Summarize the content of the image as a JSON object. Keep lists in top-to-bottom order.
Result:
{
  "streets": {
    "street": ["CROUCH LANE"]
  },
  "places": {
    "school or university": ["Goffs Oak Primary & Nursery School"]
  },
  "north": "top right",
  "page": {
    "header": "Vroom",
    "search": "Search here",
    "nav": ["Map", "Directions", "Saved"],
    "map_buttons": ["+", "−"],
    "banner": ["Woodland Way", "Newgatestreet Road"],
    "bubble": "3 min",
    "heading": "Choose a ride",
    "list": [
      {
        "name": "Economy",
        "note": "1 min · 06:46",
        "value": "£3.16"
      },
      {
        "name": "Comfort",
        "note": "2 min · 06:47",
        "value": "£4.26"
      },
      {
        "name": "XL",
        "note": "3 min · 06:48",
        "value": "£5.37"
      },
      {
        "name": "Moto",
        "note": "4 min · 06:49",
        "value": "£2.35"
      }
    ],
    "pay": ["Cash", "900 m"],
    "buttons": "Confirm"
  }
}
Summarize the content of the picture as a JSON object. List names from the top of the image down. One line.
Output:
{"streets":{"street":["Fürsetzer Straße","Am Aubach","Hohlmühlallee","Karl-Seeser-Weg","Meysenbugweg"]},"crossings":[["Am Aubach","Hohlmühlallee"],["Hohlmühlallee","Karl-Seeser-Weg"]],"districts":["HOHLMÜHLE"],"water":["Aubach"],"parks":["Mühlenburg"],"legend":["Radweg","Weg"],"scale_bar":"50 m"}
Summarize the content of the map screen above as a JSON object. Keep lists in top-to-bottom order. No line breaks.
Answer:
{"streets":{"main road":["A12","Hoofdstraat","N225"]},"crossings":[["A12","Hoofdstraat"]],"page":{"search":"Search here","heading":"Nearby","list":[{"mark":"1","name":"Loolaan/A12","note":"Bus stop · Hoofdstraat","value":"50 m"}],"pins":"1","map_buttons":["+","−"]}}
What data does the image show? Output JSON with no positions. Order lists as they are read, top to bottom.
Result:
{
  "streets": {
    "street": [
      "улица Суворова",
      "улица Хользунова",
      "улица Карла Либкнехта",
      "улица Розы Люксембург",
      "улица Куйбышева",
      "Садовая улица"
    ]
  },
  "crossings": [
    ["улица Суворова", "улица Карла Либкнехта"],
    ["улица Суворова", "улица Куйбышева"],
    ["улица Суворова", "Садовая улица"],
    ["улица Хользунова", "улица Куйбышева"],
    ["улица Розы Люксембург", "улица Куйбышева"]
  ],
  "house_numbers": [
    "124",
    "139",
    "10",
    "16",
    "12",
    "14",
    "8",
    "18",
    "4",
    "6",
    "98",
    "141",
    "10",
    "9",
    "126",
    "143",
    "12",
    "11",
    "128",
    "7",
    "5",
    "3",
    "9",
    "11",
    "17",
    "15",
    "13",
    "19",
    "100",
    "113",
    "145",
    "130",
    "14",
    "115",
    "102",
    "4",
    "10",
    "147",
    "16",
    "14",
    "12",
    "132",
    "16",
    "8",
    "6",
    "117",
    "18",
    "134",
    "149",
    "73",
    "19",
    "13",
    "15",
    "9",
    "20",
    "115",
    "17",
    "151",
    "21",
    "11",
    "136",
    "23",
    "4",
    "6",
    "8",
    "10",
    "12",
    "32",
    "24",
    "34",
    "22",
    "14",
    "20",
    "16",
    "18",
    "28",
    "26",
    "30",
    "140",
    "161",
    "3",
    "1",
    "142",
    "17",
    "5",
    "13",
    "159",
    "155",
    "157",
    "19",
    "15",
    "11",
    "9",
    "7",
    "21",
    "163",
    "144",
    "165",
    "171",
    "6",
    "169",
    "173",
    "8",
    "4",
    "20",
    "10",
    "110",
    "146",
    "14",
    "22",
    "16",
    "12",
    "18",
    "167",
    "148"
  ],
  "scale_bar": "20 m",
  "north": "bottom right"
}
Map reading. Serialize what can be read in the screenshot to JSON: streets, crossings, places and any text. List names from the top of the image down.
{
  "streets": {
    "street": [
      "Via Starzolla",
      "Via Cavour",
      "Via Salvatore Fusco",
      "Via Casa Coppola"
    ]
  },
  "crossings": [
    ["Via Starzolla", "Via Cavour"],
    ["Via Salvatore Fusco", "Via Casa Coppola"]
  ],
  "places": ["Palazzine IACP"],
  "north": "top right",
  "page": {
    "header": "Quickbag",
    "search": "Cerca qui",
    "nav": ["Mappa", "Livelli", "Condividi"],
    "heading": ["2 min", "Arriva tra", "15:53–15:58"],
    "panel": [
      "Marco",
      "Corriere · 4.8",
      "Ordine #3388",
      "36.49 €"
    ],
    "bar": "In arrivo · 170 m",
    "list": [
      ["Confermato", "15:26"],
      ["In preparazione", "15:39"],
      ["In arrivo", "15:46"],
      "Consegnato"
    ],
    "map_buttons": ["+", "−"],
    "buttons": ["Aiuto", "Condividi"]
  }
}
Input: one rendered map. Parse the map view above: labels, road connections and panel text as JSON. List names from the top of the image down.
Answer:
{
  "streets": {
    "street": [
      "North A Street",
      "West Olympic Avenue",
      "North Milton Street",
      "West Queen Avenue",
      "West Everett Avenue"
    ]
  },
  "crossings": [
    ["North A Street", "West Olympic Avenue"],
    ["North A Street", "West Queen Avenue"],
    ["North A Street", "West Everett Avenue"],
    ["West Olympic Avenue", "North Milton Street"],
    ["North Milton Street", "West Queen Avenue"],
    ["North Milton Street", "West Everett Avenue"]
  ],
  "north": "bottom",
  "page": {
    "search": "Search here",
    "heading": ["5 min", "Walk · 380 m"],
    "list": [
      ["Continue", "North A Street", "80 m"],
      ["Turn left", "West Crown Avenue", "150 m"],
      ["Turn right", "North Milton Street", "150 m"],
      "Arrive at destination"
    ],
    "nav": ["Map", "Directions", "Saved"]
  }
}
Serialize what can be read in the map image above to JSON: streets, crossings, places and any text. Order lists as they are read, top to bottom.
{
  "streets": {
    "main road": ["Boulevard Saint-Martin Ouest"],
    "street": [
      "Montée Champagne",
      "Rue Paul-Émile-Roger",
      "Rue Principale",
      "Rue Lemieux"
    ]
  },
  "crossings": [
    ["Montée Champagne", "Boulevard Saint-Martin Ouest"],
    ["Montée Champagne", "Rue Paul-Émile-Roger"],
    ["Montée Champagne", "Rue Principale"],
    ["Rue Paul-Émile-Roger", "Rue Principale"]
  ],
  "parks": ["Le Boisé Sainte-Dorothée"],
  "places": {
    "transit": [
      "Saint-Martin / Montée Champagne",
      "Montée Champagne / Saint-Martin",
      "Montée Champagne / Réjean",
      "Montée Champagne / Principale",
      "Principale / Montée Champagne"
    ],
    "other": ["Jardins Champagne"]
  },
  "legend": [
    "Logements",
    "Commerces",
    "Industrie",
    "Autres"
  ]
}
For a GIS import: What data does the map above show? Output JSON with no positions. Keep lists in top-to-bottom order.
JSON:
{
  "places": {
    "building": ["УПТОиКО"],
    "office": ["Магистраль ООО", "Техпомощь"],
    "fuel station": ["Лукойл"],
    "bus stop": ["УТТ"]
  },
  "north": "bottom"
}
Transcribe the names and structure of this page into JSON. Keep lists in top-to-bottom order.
....................
_Exercise requirements:_ In full and without alteration, write out the data above.

_Exercise output:_
Summarize the content of the image as a JSON object. Keep lists in top-to-bottom order.
Result:
{
  "streets": {
    "street": ["CROUCH LANE"]
  },
  "places": {
    "school or university": ["Goffs Oak Primary & Nursery School"]
  },
  "north": "top right",
  "page": {
    "header": "Vroom",
    "search": "Search here",
    "nav": ["Map", "Directions", "Saved"],
    "map_buttons": ["+", "−"],
    "banner": ["Woodland Way", "Newgatestreet Road"],
    "bubble": "3 min",
    "heading": "Choose a ride",
    "list": [
      {
        "name": "Economy",
        "note": "1 min · 06:46",
        "value": "£3.16"
      },
      {
        "name": "Comfort",
        "note": "2 min · 06:47",
        "value": "£4.26"
      },
      {
        "name": "XL",
        "note": "3 min · 06:48",
        "value": "£5.37"
      },
      {
        "name": "Moto",
        "note": "4 min · 06:49",
        "value": "£2.35"
      }
    ],
    "pay": ["Cash", "900 m"],
    "buttons": "Confirm"
  }
}
Summarize the content of the picture as a JSON object. List names from the top of the image down. One line.
Output:
{"streets":{"street":["Fürsetzer Straße","Am Aubach","Hohlmühlallee","Karl-Seeser-Weg","Meysenbugweg"]},"crossings":[["Am Aubach","Hohlmühlallee"],["Hohlmühlallee","Karl-Seeser-Weg"]],"districts":["HOHLMÜHLE"],"water":["Aubach"],"parks":["Mühlenburg"],"legend":["Radweg","Weg"],"scale_bar":"50 m"}
Summarize the content of the map screen above as a JSON object. Keep lists in top-to-bottom order. No line breaks.
Answer:
{"streets":{"main road":["A12","Hoofdstraat","N225"]},"crossings":[["A12","Hoofdstraat"]],"page":{"search":"Search here","heading":"Nearby","list":[{"mark":"1","name":"Loolaan/A12","note":"Bus stop · Hoofdstraat","value":"50 m"}],"pins":"1","map_buttons":["+","−"]}}
What data does the image show? Output JSON with no positions. Order lists as they are read, top to bottom.
Result:
{
  "streets": {
    "street": [
      "улица Суворова",
      "улица Хользунова",
      "улица Карла Либкнехта",
      "улица Розы Люксембург",
      "улица Куйбышева",
      "Садовая улица"
    ]
  },
  "crossings": [
    ["улица Суворова", "улица Карла Либкнехта"],
    ["улица Суворова", "улица Куйбышева"],
    ["улица Суворова", "Садовая улица"],
    ["улица Хользунова", "улица Куйбышева"],
    ["улица Розы Люксембург", "улица Куйбышева"]
  ],
  "house_numbers": [
    "124",
    "139",
    "10",
    "16",
    "12",
    "14",
    "8",
    "18",
    "4",
    "6",
    "98",
    "141",
    "10",
    "9",
    "126",
    "143",
    "12",
    "11",
    "128",
    "7",
    "5",
    "3",
    "9",
    "11",
    "17",
    "15",
    "13",
    "19",
    "100",
    "113",
    "145",
    "130",
    "14",
    "115",
    "102",
    "4",
    "10",
    "147",
    "16",
    "14",
    "12",
    "132",
    "16",
    "8",
    "6",
    "117",
    "18",
    "134",
    "149",
    "73",
    "19",
    "13",
    "15",
    "9",
    "20",
    "115",
    "17",
    "151",
    "21",
    "11",
    "136",
    "23",
    "4",
    "6",
    "8",
    "10",
    "12",
    "32",
    "24",
    "34",
    "22",
    "14",
    "20",
    "16",
    "18",
    "28",
    "26",
    "30",
    "140",
    "161",
    "3",
    "1",
    "142",
    "17",
    "5",
    "13",
    "159",
    "155",
    "157",
    "19",
    "15",
    "11",
    "9",
    "7",
    "21",
    "163",
    "144",
    "165",
    "171",
    "6",
    "169",
    "173",
    "8",
    "4",
    "20",
    "10",
    "110",
    "146",
    "14",
    "22",
    "16",
    "12",
    "18",
    "167",
    "148"
  ],
  "scale_bar": "20 m",
  "north": "bottom right"
}
Map reading. Serialize what can be read in the screenshot to JSON: streets, crossings, places and any text. List names from the top of the image down.
{
  "streets": {
    "street": [
      "Via Starzolla",
      "Via Cavour",
      "Via Salvatore Fusco",
      "Via Casa Coppola"
    ]
  },
  "crossings": [
    ["Via Starzolla", "Via Cavour"],
    ["Via Salvatore Fusco", "Via Casa Coppola"]
  ],
  "places": ["Palazzine IACP"],
  "north": "top right",
  "page": {
    "header": "Quickbag",
    "search": "Cerca qui",
    "nav": ["Mappa", "Livelli", "Condividi"],
    "heading": ["2 min", "Arriva tra", "15:53–15:58"],
    "panel": [
      "Marco",
      "Corriere · 4.8",
      "Ordine #3388",
      "36.49 €"
    ],
    "bar": "In arrivo · 170 m",
    "list": [
      ["Confermato", "15:26"],
      ["In preparazione", "15:39"],
      ["In arrivo", "15:46"],
      "Consegnato"
    ],
    "map_buttons": ["+", "−"],
    "buttons": ["Aiuto", "Condividi"]
  }
}
Input: one rendered map. Parse the map view above: labels, road connections and panel text as JSON. List names from the top of the image down.
Answer:
{
  "streets": {
    "street": [
      "North A Street",
      "West Olympic Avenue",
      "North Milton Street",
      "West Queen Avenue",
      "West Everett Avenue"
    ]
  },
  "crossings": [
    ["North A Street", "West Olympic Avenue"],
    ["North A Street", "West Queen Avenue"],
    ["North A Street", "West Everett Avenue"],
    ["West Olympic Avenue", "North Milton Street"],
    ["North Milton Street", "West Queen Avenue"],
    ["North Milton Street", "West Everett Avenue"]
  ],
  "north": "bottom",
  "page": {
    "search": "Search here",
    "heading": ["5 min", "Walk · 380 m"],
    "list": [
      ["Continue", "North A Street", "80 m"],
      ["Turn left", "West Crown Avenue", "150 m"],
      ["Turn right", "North Milton Street", "150 m"],
      "Arrive at destination"
    ],
    "nav": ["Map", "Directions", "Saved"]
  }
}
Serialize what can be read in the map image above to JSON: streets, crossings, places and any text. Order lists as they are read, top to bottom.
{
  "streets": {
    "main road": ["Boulevard Saint-Martin Ouest"],
    "street": [
      "Montée Champagne",
      "Rue Paul-Émile-Roger",
      "Rue Principale",
      "Rue Lemieux"
    ]
  },
  "crossings": [
    ["Montée Champagne", "Boulevard Saint-Martin Ouest"],
    ["Montée Champagne", "Rue Paul-Émile-Roger"],
    ["Montée Champagne", "Rue Principale"],
    ["Rue Paul-Émile-Roger", "Rue Principale"]
  ],
  "parks": ["Le Boisé Sainte-Dorothée"],
  "places": {
    "transit": [
      "Saint-Martin / Montée Champagne",
      "Montée Champagne / Saint-Martin",
      "Montée Champagne / Réjean",
      "Montée Champagne / Principale",
      "Principale / Montée Champagne"
    ],
    "other": ["Jardins Champagne"]
  },
  "legend": [
    "Logements",
    "Commerces",
    "Industrie",
    "Autres"
  ]
}
For a GIS import: What data does the map above show? Output JSON with no positions. Keep lists in top-to-bottom order.
JSON:
{
  "places": {
    "building": ["УПТОиКО"],
    "office": ["Магистраль ООО", "Техпомощь"],
    "fuel station": ["Лукойл"],
    "bus stop": ["УТТ"]
  },
  "north": "bottom"
}
Transcribe the names and structure of this page into JSON. Keep lists in top-to-bottom order.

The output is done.